Washington County Chamber of Commerce President and CEO Paul Frey said there are a host of issues that explain why Maryland’s recovery is slow in comparison to that other states, such as a common hesitancy to return to the workplace.

“While Maryland is currently experiencing the 10th slowest recovery from COVID-19, there is a grouping of about ten states, from 42 to 33, that are in similar circumstances, with very similar numbers. With that said, there are a number of issues impacting the recovery and elevated unemployment rates. This includes the fact that many parents, who could be back in the workforce, are staying home with their school-aged children, while the local school systems are operating in a virtual manner. There are still a fair number of employees that are choosing to stay out of the workforce because they are receiving unemployment benefits that exceed what they were making at their former job. This will likely remain an issue until the federal unemployment benefits end in September. Lastly, even though they have received their vaccine, some people are still not comfortable going out in public, for fear of being exposed to COVID.”
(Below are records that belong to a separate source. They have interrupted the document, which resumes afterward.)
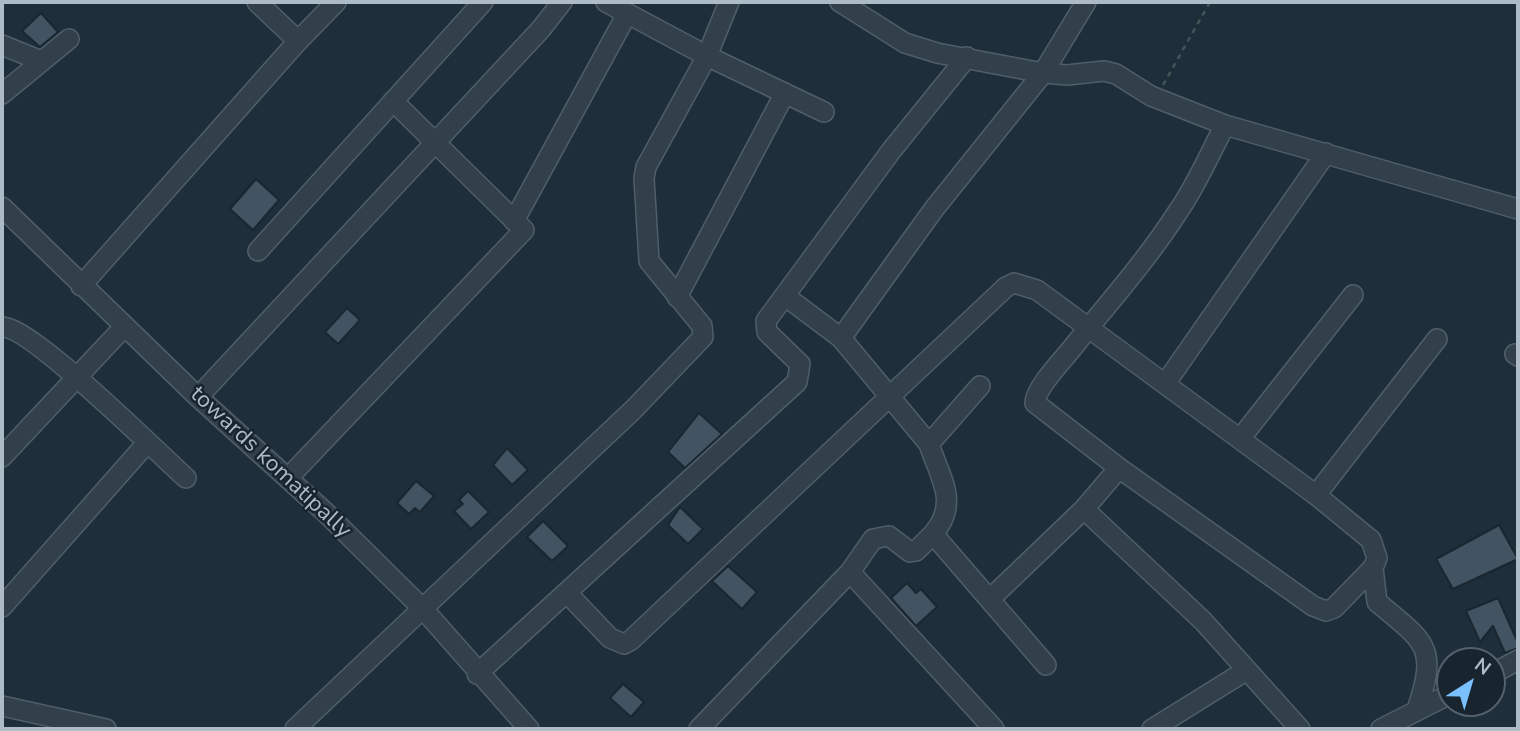 <!DOCTYPE html>
<html>
<head>
<meta charset="utf-8">
<style>
  body { margin:0 }
  #map { position:relative; width:1520px; height:731px; overflow:hidden; background:#1e2e3a; font-family:"Nunito Sans",sans-serif }
  canvas { display:block }
  .frame { position:absolute; inset:0; border:4px solid #adbbc7; pointer-events:none }
  .north { position:absolute; left:1436px; top:647px; width:70px; height:70px; box-sizing:border-box; background:#18252f; border:2px solid #54616c; border-radius:50%; rotate:37deg; font-size:19px; font-weight:700; line-height:28px; text-align:center; color:#adbbc7 }
  .north::after { content:''; display:block; margin:auto; width:24px; height:32px; background:#7ac0ff; clip-path:polygon(50% 0,100% 100%,50% 72%,0 100%) }
</style>
</head>
<body>
<div id="map">
<canvas width="1520" height="731"></canvas>
<div class="frame"></div>
<div class="north">N</div>
</div>
<script>
const ctx = document.querySelector('canvas').getContext('2d');
ctx.lineJoin = 'round';
function fillPath(path, color) { ctx.fillStyle = color; ctx.fill(path, 'evenodd'); }
function strokePath(path, color, width, dash) { ctx.strokeStyle = color; ctx.lineWidth = width; ctx.lineCap = dash ? 'butt' : 'round'; ctx.setLineDash(dash || []); ctx.stroke(path); }
function write(font, color, halo, rows, align = 'center') {
  ctx.font = font + ' "Nunito Sans",sans-serif'; ctx.lineWidth = 5; ctx.setLineDash([]); ctx.textBaseline = 'middle'; ctx.strokeStyle = halo; ctx.fillStyle = color; for (const [text, x, y, turn = 0] of rows) {
    ctx.save(); ctx.translate(x, y); ctx.rotate((+turn || 0) * Math.PI / 180); ctx.textAlign = isNaN(turn) ? turn : align; if (halo) ctx.strokeText(text, 0, 0); ctx.fillText(text, 0, 0); ctx.restore();
  }
}
const building = new Path2D(`
  M41,13L58,32L40,47L22,31Z
  M256,179L279,200L253,230L230,209Z
  M347,308L360,320L338,344L325,332Z
  M699,413L722,434L685,468L668,452Z
  M507,448L528,470L512,485L493,465Z
  M416,481L434,496L420,512L415,508L409,514L397,503Z
  M468,491L489,512L471,529L454,511L463,504L459,500Z
  M680,507L703,529L688,544L668,525Z
  M543,521L568,546L552,561L527,537Z
  M1499,525L1518,559L1453,589L1436,559Z
  M728,566L757,592L742,609L712,581Z
  M907,583L916,593L921,589L937,607L916,626L891,598Z
  M1498,598L1518,643V648L1505,653L1493,626L1480,642L1466,611Z
  M623,684L644,702L631,717L610,698Z`);
fillPath(building, '#425462');
strokePath(building, '#1a2731', 2);
const minor = new Path2D(`
  M257,2L298,41
  M606,2L707,56L824,112
  M840,2L905,43L937,53L1043,73L1067,75L1104,71L1116,74L1151,96L1225,125L1518,209
  M2,45L41,61
  M2,94L69,39
  M2,207L198,397L325,512L424,610L529,729
  M514,221L627,14
  M258,251L483,2
  M81,286L298,41L336,2
  M785,296L841,338L929,444
  M677,297L785,93
  M2,327C31,326 157,452 186,478
  M841,338L934,209L1043,73L1086,2
  M1515,354L1518,356
  M1165,384L1326,153
  M980,386L929,444C940,478 960,503 933,534L1046,665
  M198,397L541,29L562,2
  M1240,439L1353,295
  M2,457L124,327
  M288,478L524,230L393,101
  M1316,495L1437,339
  M1084,509L1203,621L1300,729
  M933,534L916,551L910,552L889,536L873,539L850,572L994,729
  M1373,568L1377,602C1426,643 1438,646 1417,710
  M567,593L610,638L624,644L631,640L1006,287L1014,283L1037,290L1316,495L1371,540L1377,558L1373,568L1334,608L1326,611L1313,606L1119,468L1035,403C1035,387 1067,356 1077,342C1112,299 1149,257 1179,210C1197,184 1210,153 1225,125
  M990,599L1084,509L1119,468
  M2,607L147,443
  M477,674L797,382L800,364L767,332L766,321L891,151L967,57
  M1492,674L1518,660
  M2,706L106,729
  M295,729L634,409L703,337L702,326L649,261L644,178L646,167L707,56L729,2
  M699,729L850,572
  M1152,729L1247,670
  M1381,729L1450,694`);
strokePath(minor, '#505e68', 22);
strokePath(new Path2D(`
  M1163,85L1210,2`), '#3e5857', 2.5, [5, 5]);
strokePath(minor, '#32404b', 19);
write('23px', '#adbbc7', '#18252f', [
  ["towards komatipally",270,463,43]
]);
</script>
</body>
</html>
Frey said the key to economic recovery lies in empowering the private sector.

“The best way to strengthen the economy is to let the private sector, in a responsible manner, fully open and serve their customers in a safe manner. Government cannot continue to try to solve these problems in a free-market economy, long term, by constantly infusing money that will need to be repaid, likely through higher taxes. A fully operating economy will strengthen the tax base, allowing the private sector to fund the economic recovery.”

Maryland Retailers Association President Cailey Locklair said the state’s economic prospects should continue to improve as more and more people become vaccinated.

“The article and study hit the nail on the head. Increased vaccines and distribution will increase consumer confidence and spending which in turn leads to more people getting back to work. There are continuing concerns from employers about finding employees which we believe should resolve as people become fully vaccinated. Maryland has administered almost 5 million doses as of today with 2.1 million people fully vaccinated. Out of a population of 6 million people, that is hopeful progress.”

There are 450,010 confirmed cases of COVID-19 in Maryland as of Tuesday morning, according to the state’s Department of Health, and 8,612 people in Maryland have died from the virus. The state’s positivity rate is at 3.82%, which is within CDC recommended guidelines for containment. Maryland has conducted nearly 9.8 million COVID-19 tests.

More than 2.1 million people in Maryland are fully vaccinated, which is about a third of the state’s total population. Maryland currently ranks 25 out of 50 among states with regard to vaccine administration, according to the CDC.